In terms of where we are right now regarding AI's ability to write good quality code, it's perhaps informative to look at Claude Code, which is of late writing most of it's own code under the guidance of it's creator, and despite being something on the very simple end of the spectrum in terms of software complexity*, currently has about 5,000 issues filed against it on github.
* A minimal CLI agent is a few hundred lines of code vs for example the 15 million LOC of gcc.
If you’re operating exclusively at the level of business problems, you’ve always been “vibe coding”, by hiring developers to write code for you. The question of whether “good code” is important is not something you’re qualified to discuss as a technical problem, only as a resource management problem.
The developers will probably tell you they need to write “good code” and that, while it may seem expensive in the short term, it’s worth it in the long term. You can believe them, or not.

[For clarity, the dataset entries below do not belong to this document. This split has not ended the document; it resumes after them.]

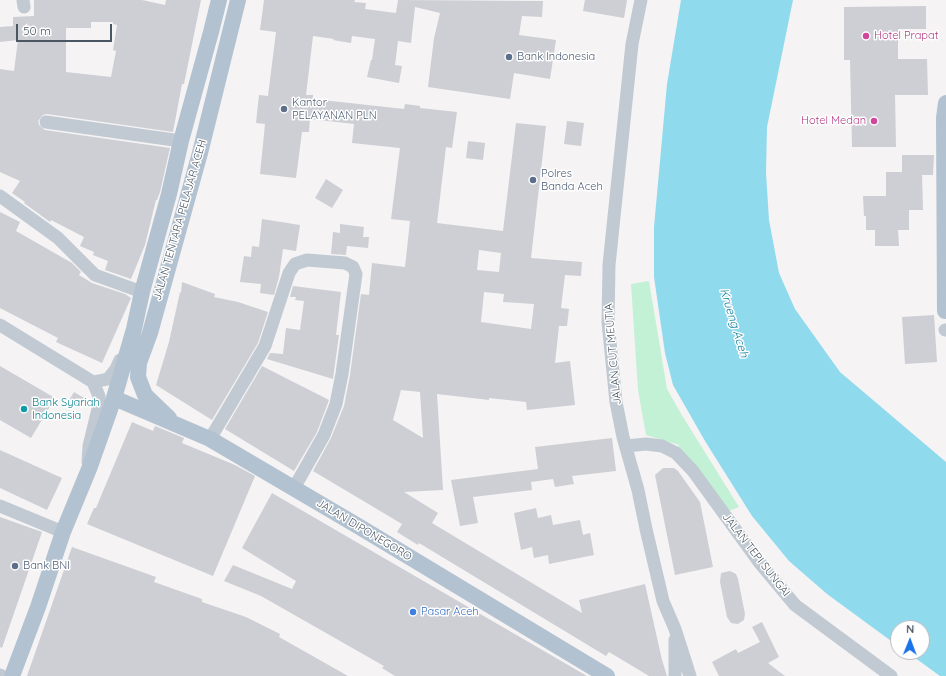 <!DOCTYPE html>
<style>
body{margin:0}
#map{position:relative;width:946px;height:676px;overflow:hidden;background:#f5f3f3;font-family:Quicksand,sans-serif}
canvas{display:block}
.north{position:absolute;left:890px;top:620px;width:40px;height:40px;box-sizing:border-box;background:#fff;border:1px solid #b7bbc0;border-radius:50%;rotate:1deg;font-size:11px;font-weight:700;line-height:16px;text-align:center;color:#4a5661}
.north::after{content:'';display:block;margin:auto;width:14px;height:18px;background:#1a73e8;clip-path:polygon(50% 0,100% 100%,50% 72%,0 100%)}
.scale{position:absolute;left:16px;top:24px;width:96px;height:18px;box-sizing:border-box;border:2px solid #4a5661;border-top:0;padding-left:5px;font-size:12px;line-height:14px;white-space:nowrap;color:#4a5661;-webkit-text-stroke:3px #fff;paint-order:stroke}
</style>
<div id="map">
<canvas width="946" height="676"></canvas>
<div class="north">N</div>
<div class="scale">50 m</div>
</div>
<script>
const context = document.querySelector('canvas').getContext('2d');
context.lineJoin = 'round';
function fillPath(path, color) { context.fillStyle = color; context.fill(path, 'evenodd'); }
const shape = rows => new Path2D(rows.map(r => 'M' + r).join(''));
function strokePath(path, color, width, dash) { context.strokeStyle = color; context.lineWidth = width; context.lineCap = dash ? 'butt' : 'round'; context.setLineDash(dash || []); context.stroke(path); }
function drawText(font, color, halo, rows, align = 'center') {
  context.font = font + ' Quicksand,sans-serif'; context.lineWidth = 3; context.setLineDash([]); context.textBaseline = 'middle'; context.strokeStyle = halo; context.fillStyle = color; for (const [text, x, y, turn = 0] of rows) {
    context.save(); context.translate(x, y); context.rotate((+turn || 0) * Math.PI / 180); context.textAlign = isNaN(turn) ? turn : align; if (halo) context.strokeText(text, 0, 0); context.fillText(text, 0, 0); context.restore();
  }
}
const green = shape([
 [649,281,667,389,683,417,739,507,718,515,675,456,679,445,646,435,638,390,631,284]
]);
const water = shape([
 [681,0,793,0,767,127,766,173,769,220,779,273,795,309,840,372,946,462,946,676,940,676,907,652,922,652,922,628,898,628,898,646,827,594,789,561,752,516,705,441,673,385,665,353,654,277,654,227,667,84]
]);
const building = shape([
 [34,0,142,0,165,5,166,0,201,0,184,84,182,84,173,132,47,114,43,115,38,121,39,125,45,130,170,148,160,192,157,200,156,200,145,245,131,279,105,270,108,261,93,255,94,252,80,246,84,237,51,220,50,222,24,203,25,202,12,193,20,181,0,172,0,69,14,71,18,40,0,42,0,27,13,26,13,17,34,16],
 [91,22,113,22,113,24,117,25,113,50,116,51,111,77,66,72,66,28,91,28],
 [264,0,355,0,354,2,366,3,365,9,396,13,398,0,543,1,542,17,522,16,519,35,556,40,550,79,514,73,510,99,428,87,434,38,440,13,415,7,411,43,398,41,395,65,402,66,399,83,367,77,371,60,372,60,375,39,352,36,351,43,333,40,334,39,313,36,306,95,313,95,313,99,404,109,405,104,420,106,420,108,457,112,452,148,446,147,437,223,503,231,516,123,546,126,531,258,582,262,581,276,565,275,561,308,569,309,567,326,559,326,555,363,570,361,575,405,527,410,526,402,489,398,489,400,437,394,443,490,404,492,438,513,432,523,582,613,579,600,645,584,662,660,667,676,649,676,609,652,606,656,419,543,418,545,397,532,402,524,313,471,331,438,344,406,350,375,361,294,369,295,372,263,405,267,410,221,391,219,400,148,352,143,354,124,310,119,309,132,302,132,296,178,260,174,265,124,256,123,259,95,268,96,276,32,260,30],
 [479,250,501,253,499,272,477,270],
 [484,292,504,294,503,302,534,304,531,329,481,322],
 [401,390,420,392,423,438,393,420],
 [585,0,627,0,624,18,583,11],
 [926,6,926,29,898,29,898,59,927,59,928,95,895,95,896,147,852,147,850,60,844,60,844,7],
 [567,121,584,123,581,146,564,144],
 [468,141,485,143,483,160,466,158],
 [902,155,934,155,933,175,922,175,923,210,909,210,909,230,898,230,899,246,875,246,875,230,866,230,866,216,864,216,863,196,886,196,886,172,902,172],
 [326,179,343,190,332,208,315,198],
 [0,212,20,222,16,231,72,263,81,272,79,275,92,283,125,294,131,298,102,363,56,342,58,338,0,308],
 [262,219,300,225,296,251,283,249,279,277,274,295,260,293,261,284,240,282,244,256,251,257,252,246,259,247],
 [340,224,364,227,363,237,369,237,368,248,347,246,346,255,331,254,333,232,340,233],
 [182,282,215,294,214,297,238,302,268,312,258,343,212,420,156,385,169,342,180,292,181,293],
 [293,286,341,292,336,335,339,335,333,379,267,359,270,353,283,354,286,328,300,330,304,301,295,300,296,297,290,297],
 [934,315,937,362,905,364,902,317],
 [0,366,55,398,31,438,0,420],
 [262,366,329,400,317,432,294,471,225,429],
 [74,392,84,398,78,408,68,402],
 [132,422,153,431,155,426,184,438,182,443,235,465,255,476,213,576,87,524,94,508,96,508],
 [612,438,616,471,572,476,574,484,555,487,553,479,531,482,532,490,473,497,478,523,460,526,451,480,538,469,535,447],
 [0,450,62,478,47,510,0,488],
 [663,468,674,468,678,471,700,502,713,567,675,575,655,475],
 [272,493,587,676,395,676,382,668,384,666,261,596,224,581,233,565,292,589,296,581,242,548],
 [536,508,538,518,551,515,553,525,580,520,583,535,590,533,594,555,549,564,548,555,534,558,532,547,521,550,514,513],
 [0,517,42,532,2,648,0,647],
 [72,547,156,577,154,582,202,599,202,602,246,617,280,634,279,637,348,676,27,676],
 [730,571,736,574,738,579,745,614,744,620,738,624,731,623,727,617,720,582,721,573],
 [762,622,779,657,768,663,785,676,719,676,712,662,736,649,738,653,760,642,752,627]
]);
const minor = shape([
 [23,0,24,7],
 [641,0,632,44,609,265,608,322,616,402,623,437,638,490,646,529,663,601,675,629,690,676],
 [46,122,181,141],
 [0,196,58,238,95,275,142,292],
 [0,325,93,382],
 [945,330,946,330],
 [93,382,108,379,116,369,120,360],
 [210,439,265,346,289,273,295,264,307,260,345,263,353,267,356,274,342,374,336,404,324,435,294,488],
 [626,446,646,444,662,446,676,453,693,471,759,562,795,605,891,676],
 [88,462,89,446,99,405,99,396,93,382],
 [0,506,63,532],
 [0,675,2,676],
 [675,676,675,640]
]);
const major = shape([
 [945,311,944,118,946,103],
 [114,398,210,439,358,526,607,676],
 [169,418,145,395,138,377,139,363,150,333,200,153,238,0],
 [12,676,38,607,63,532,89,469,114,398,134,329,142,292,169,194,181,141,211,32,219,0]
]);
const markers = [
 [866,36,4,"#d1479c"],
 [509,57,4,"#5c6f8a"],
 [284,109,4,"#5c6f8a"],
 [874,121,4,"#d1479c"],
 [533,180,4,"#5c6f8a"],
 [24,409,4,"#0f9aa8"],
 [15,566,4,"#5c6f8a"],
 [413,612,4,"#3f7fe0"]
];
const hotelNames = [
 ["Hotel Prapat",874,36],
 ["Hotel Medan",866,121,"right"]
];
const serviceNames = [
 ["Bank Indonesia",517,57],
 ["Kantor",292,103],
 ["PELAYANAN PLN",292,116],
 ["Polres",541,174],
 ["Banda Aceh",541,187],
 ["Bank BNI",23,566]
];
const streetNames = [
 ["JALAN TENTARA PELAJAR ACEH",180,220,-74],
 ["JALAN CUT MEUTIA",613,354,-95],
 ["JALAN DIPONEGORO",364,530,31],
 ["JALAN TEPI SUNGAI",756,555,52]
];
const cultureNames = [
 ["Bank Syariah",32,403],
 ["Indonesia",32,416]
];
const shopNames = [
 ["Pasar Aceh",421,612]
];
const waterNames = [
 ["Krueng Aceh",734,323,73]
];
fillPath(green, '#c3f1d5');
fillPath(water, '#90daee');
fillPath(building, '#cdcfd5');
strokePath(minor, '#c1cad2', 13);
strokePath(major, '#b3c2d1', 16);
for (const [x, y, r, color] of markers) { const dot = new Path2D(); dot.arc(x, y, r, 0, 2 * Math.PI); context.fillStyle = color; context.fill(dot); strokePath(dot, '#fff', 1.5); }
drawText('11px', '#b23c85', '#fff', hotelNames, 'left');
drawText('11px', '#4e5e75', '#fff', serviceNames, 'left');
drawText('11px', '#4a5661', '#fff', streetNames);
drawText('11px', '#0d838f', '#fff', cultureNames, 'left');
drawText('11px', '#366cbe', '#fff', shopNames, 'left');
drawText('italic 12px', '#0c7c9b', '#fff', waterNames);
</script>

If you’re a developer, then you are operating at the level of code, not just business problems. And you do need to be able to read the code and make technical judgments about it, because that’s your job. If you aren’t doing that, you have no reason to be involved.
I think LLMs won’t be any better at maintaining spaghetti code than humans are. I don’t see why the principle of modularity, or any other “good code” principle, would change just because a computer rather than a human is reading the code.
This is not good universally. Even if you become 10x coder along with your team, the users are not going to become 10x users instantly. They will pay the same and would want the software to be more or less same day to day. If you develop 10x features a week, they will just get frustrated after a while as your software become completely unpredictable by the amount of unneeded changes.
Does every photo editing app needs to be Photoshop? No, users come in all different capabilities and you as a project leader has to decide which features are gonna be important for your users, and for many apps that list is limited. We all think about an app which we used to like it in the past but became complete mess as more ideas were added. HN itself is a good example of not putting all ideas into a project.